» **Records for this exercise**
◆ ◆ ◆ ◆

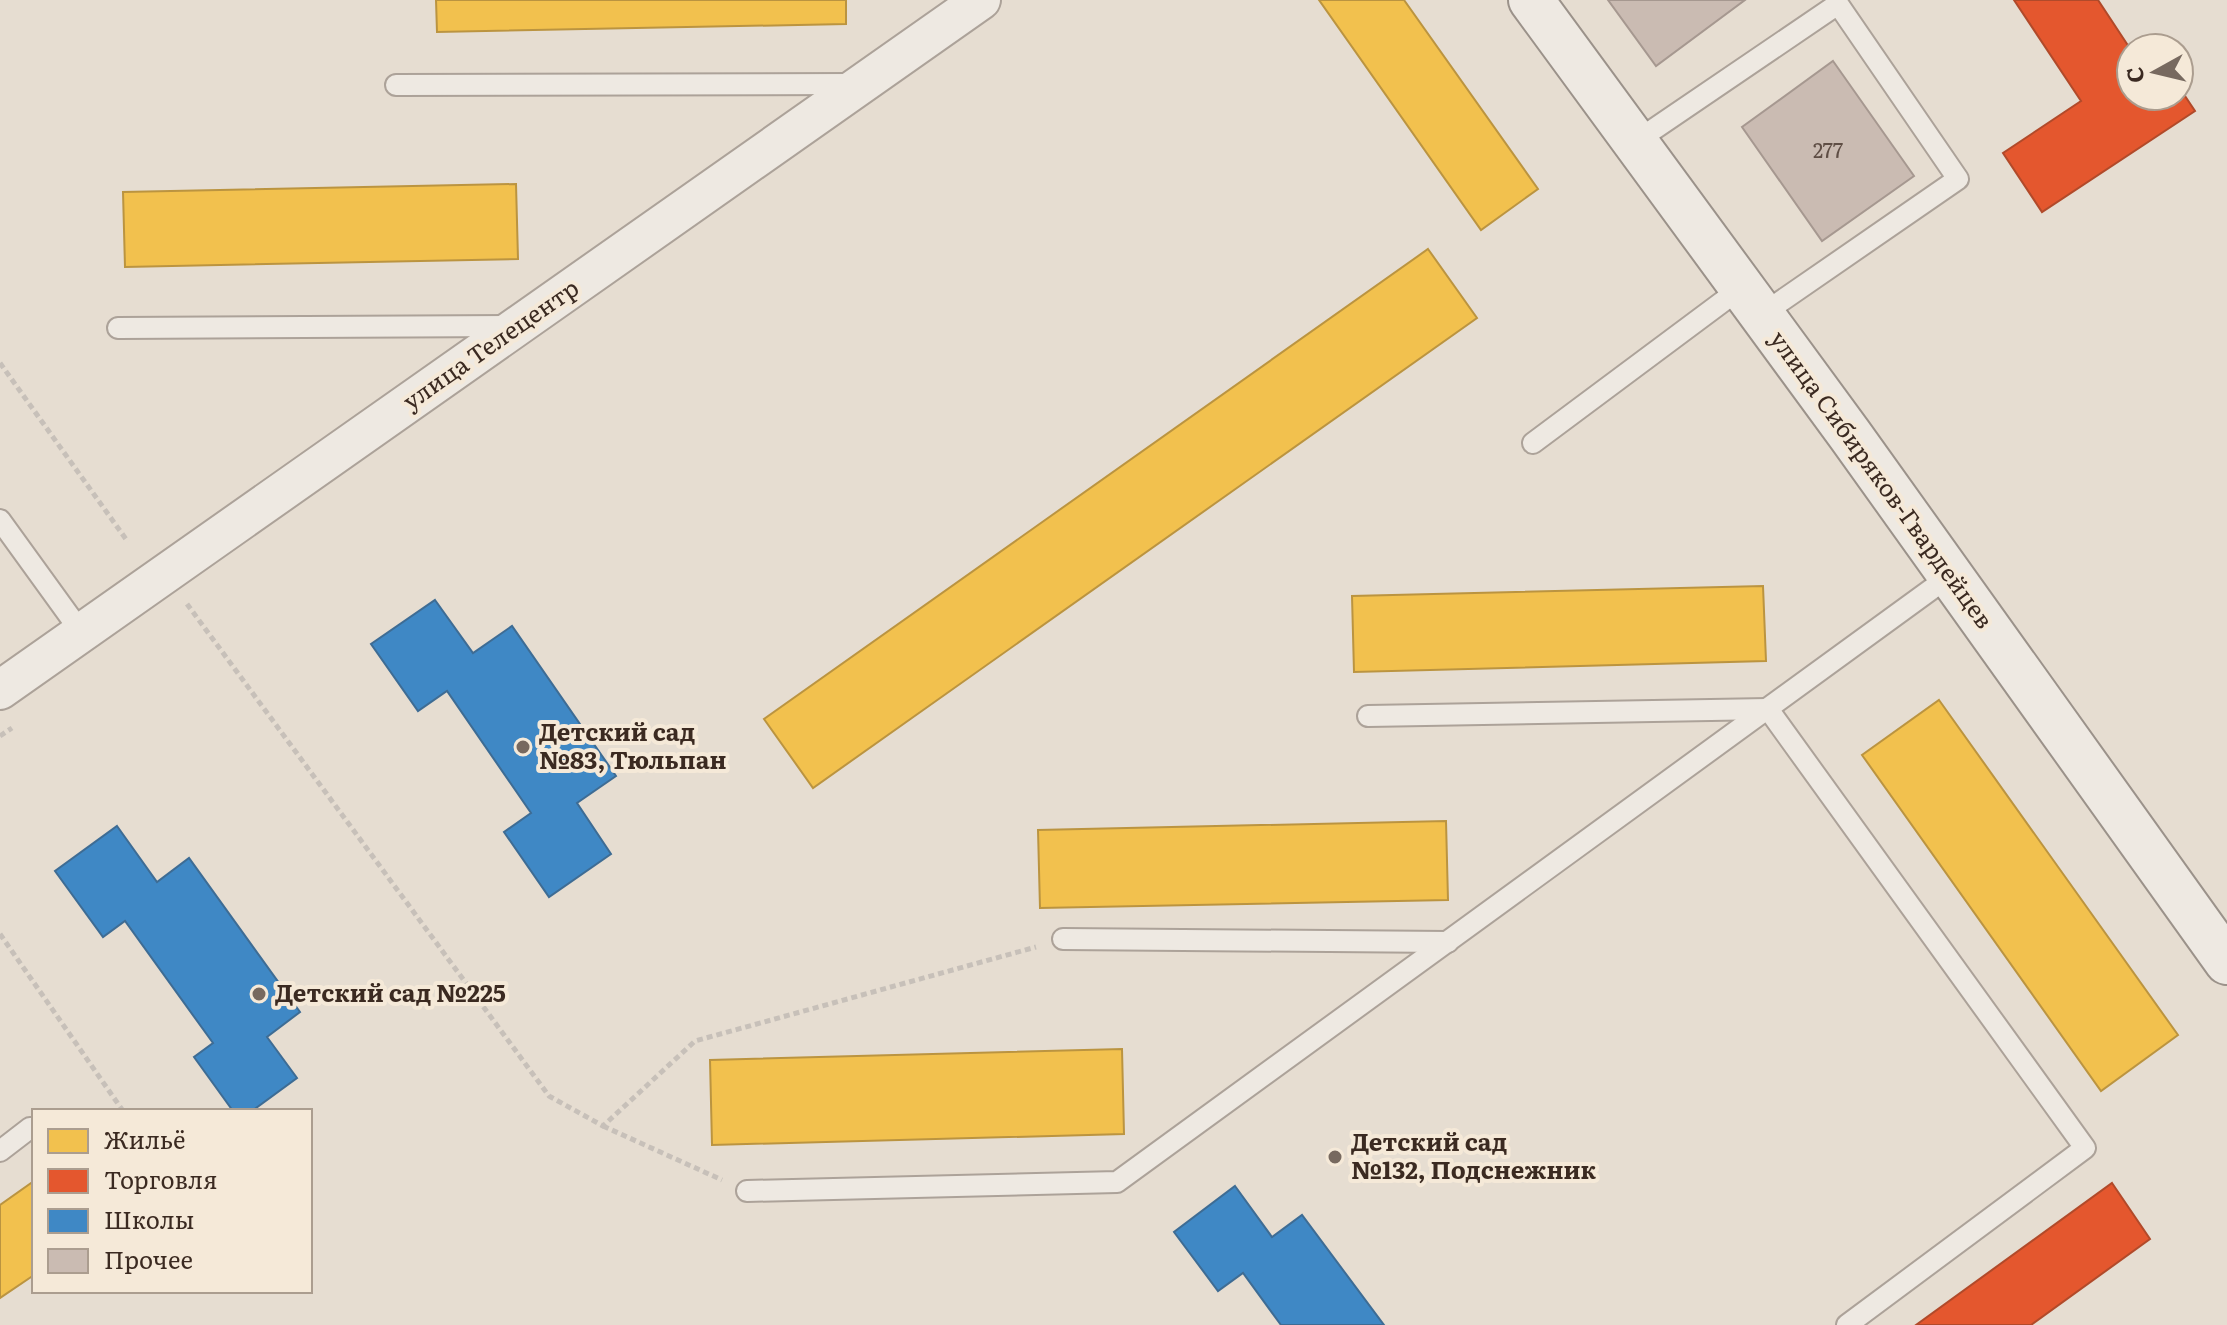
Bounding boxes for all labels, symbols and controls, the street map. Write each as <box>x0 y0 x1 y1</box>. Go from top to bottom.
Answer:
north arrow <box>2115 32 2195 112</box>
text: С <box>2116 65 2151 85</box>
house number: 277 <box>1813 134 1843 164</box>
street label: улица Телецентр <box>394 269 585 417</box>
street label: улица Сибиряков-Гвардейцев <box>1763 322 2003 635</box>
place label: Детский сад №83, Тюльпан <box>539 713 727 776</box>
marker: Детский сад №83, Тюльпан <box>514 738 532 756</box>
place label: Детский сад №225 <box>275 974 506 1009</box>
marker: Детский сад №225 <box>250 985 268 1003</box>
legend <box>32 1109 312 1293</box>
text: Жильё <box>104 1121 185 1156</box>
place label: Детский сад №132, Подснежник <box>1351 1123 1596 1186</box>
marker: Детский сад №132, Подснежник <box>1326 1148 1344 1166</box>
text: Торговля <box>104 1161 217 1196</box>
text: Школы <box>104 1201 194 1236</box>
text: Прочее <box>104 1241 193 1276</box>

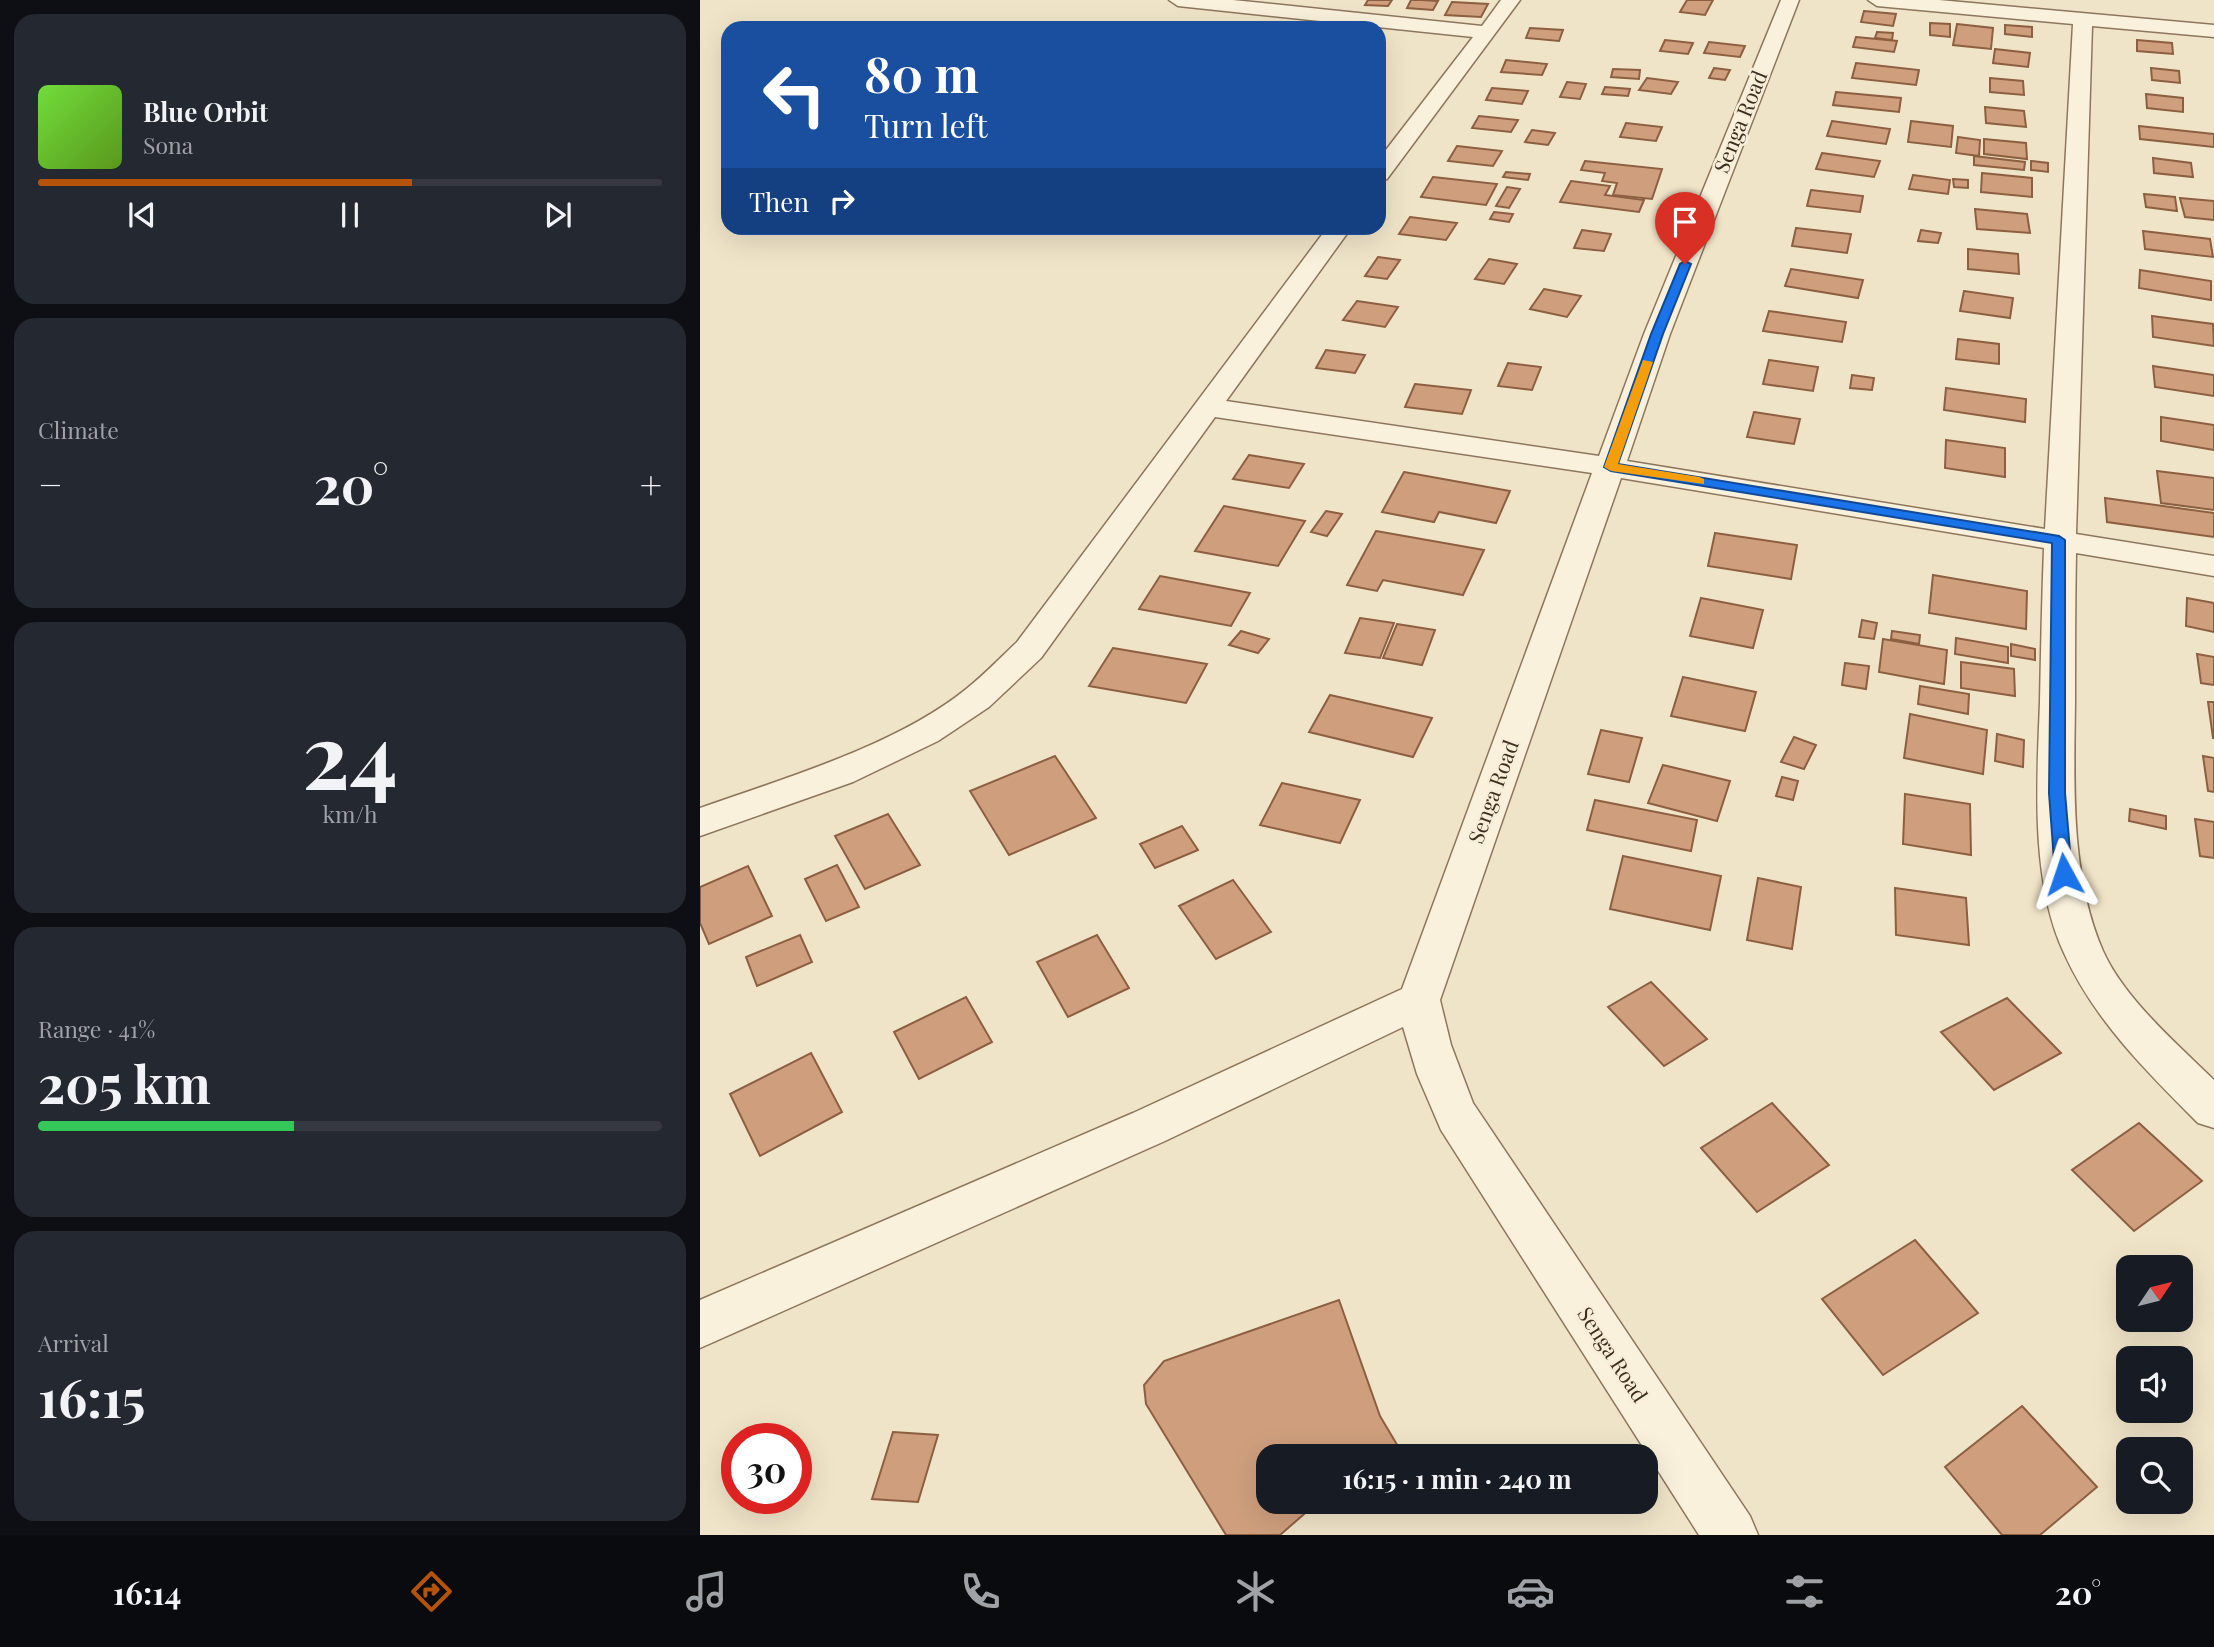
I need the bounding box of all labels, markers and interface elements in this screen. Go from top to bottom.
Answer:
text: 80 m [864,40,979,105]
icon: left [749,49,840,140]
street label: Senga Road [1706,66,1772,177]
text: Blue Orbit [143,94,268,129]
text: Turn left [864,103,988,146]
text: Sona [143,129,193,160]
icon: right [823,182,861,220]
text: Then [749,184,809,219]
pin [1655,192,1715,264]
icon: previous [123,196,161,234]
icon: pause [331,196,369,234]
icon: next [539,196,577,234]
icon: arrive [1666,203,1704,241]
text: Climate [38,414,119,445]
text: 20° [314,449,389,518]
text: − [38,458,63,509]
text: + [640,458,662,509]
text: 24 [302,692,398,813]
street label: Senga Road [1460,736,1524,847]
text: km/h [322,798,378,829]
position arrow [2027,837,2101,911]
text: Range · 41% [38,1013,155,1044]
text: 205 km [38,1048,211,1117]
north arrow [2116,1255,2193,1332]
map controls [2116,1255,2193,1514]
street label: Senga Road [1572,1301,1655,1407]
text: Arrival [38,1327,109,1358]
button: sound [2116,1346,2193,1423]
text: 16:15 [38,1362,145,1431]
speed limit sign: 30 [721,1423,812,1514]
button: search [2116,1437,2193,1514]
text: 16:15 · 1 min · 240 m [1342,1461,1572,1496]
icon: directions [407,1567,456,1616]
icon: music [682,1567,731,1616]
icon: phone [956,1567,1005,1616]
icon: climate [1231,1567,1280,1616]
icon: car [1506,1567,1555,1616]
icon: filters [1780,1567,1829,1616]
text: 16:14 [113,1570,181,1613]
text: 20° [2055,1570,2101,1613]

◆ ◆ ◆ ◆

» **About this exercise**
Output the records exactly, please. The pictures are not part of the copy.

» **Result of the exercise**
Bounding boxes for all labels, symbols and controls, the street map. Write each as <box>x0 y0 x1 y1</box>. Go from top to bottom.
Answer:
north arrow <box>2115 32 2195 112</box>
text: С <box>2116 65 2151 85</box>
house number: 277 <box>1813 134 1843 164</box>
street label: улица Телецентр <box>394 269 585 417</box>
street label: улица Сибиряков-Гвардейцев <box>1763 322 2003 635</box>
place label: Детский сад №83, Тюльпан <box>539 713 727 776</box>
marker: Детский сад №83, Тюльпан <box>514 738 532 756</box>
place label: Детский сад №225 <box>275 974 506 1009</box>
marker: Детский сад №225 <box>250 985 268 1003</box>
legend <box>32 1109 312 1293</box>
text: Жильё <box>104 1121 185 1156</box>
place label: Детский сад №132, Подснежник <box>1351 1123 1596 1186</box>
marker: Детский сад №132, Подснежник <box>1326 1148 1344 1166</box>
text: Торговля <box>104 1161 217 1196</box>
text: Школы <box>104 1201 194 1236</box>
text: Прочее <box>104 1241 193 1276</box>

I need the bounding box of all labels, markers and interface elements in this screen. Go from top to bottom.
Answer:
text: 80 m [864,40,979,105]
icon: left [749,49,840,140]
street label: Senga Road [1706,66,1772,177]
text: Blue Orbit [143,94,268,129]
text: Turn left [864,103,988,146]
text: Sona [143,129,193,160]
icon: right [823,182,861,220]
text: Then [749,184,809,219]
pin [1655,192,1715,264]
icon: previous [123,196,161,234]
icon: pause [331,196,369,234]
icon: next [539,196,577,234]
icon: arrive [1666,203,1704,241]
text: Climate [38,414,119,445]
text: 20° [314,449,389,518]
text: − [38,458,63,509]
text: + [640,458,662,509]
text: 24 [302,692,398,813]
street label: Senga Road [1460,736,1524,847]
text: km/h [322,798,378,829]
position arrow [2027,837,2101,911]
text: Range · 41% [38,1013,155,1044]
text: 205 km [38,1048,211,1117]
north arrow [2116,1255,2193,1332]
map controls [2116,1255,2193,1514]
street label: Senga Road [1572,1301,1655,1407]
text: Arrival [38,1327,109,1358]
button: sound [2116,1346,2193,1423]
text: 16:15 [38,1362,145,1431]
speed limit sign: 30 [721,1423,812,1514]
button: search [2116,1437,2193,1514]
text: 16:15 · 1 min · 240 m [1342,1461,1572,1496]
icon: directions [407,1567,456,1616]
icon: music [682,1567,731,1616]
icon: phone [956,1567,1005,1616]
icon: climate [1231,1567,1280,1616]
icon: car [1506,1567,1555,1616]
icon: filters [1780,1567,1829,1616]
text: 16:14 [113,1570,181,1613]
text: 20° [2055,1570,2101,1613]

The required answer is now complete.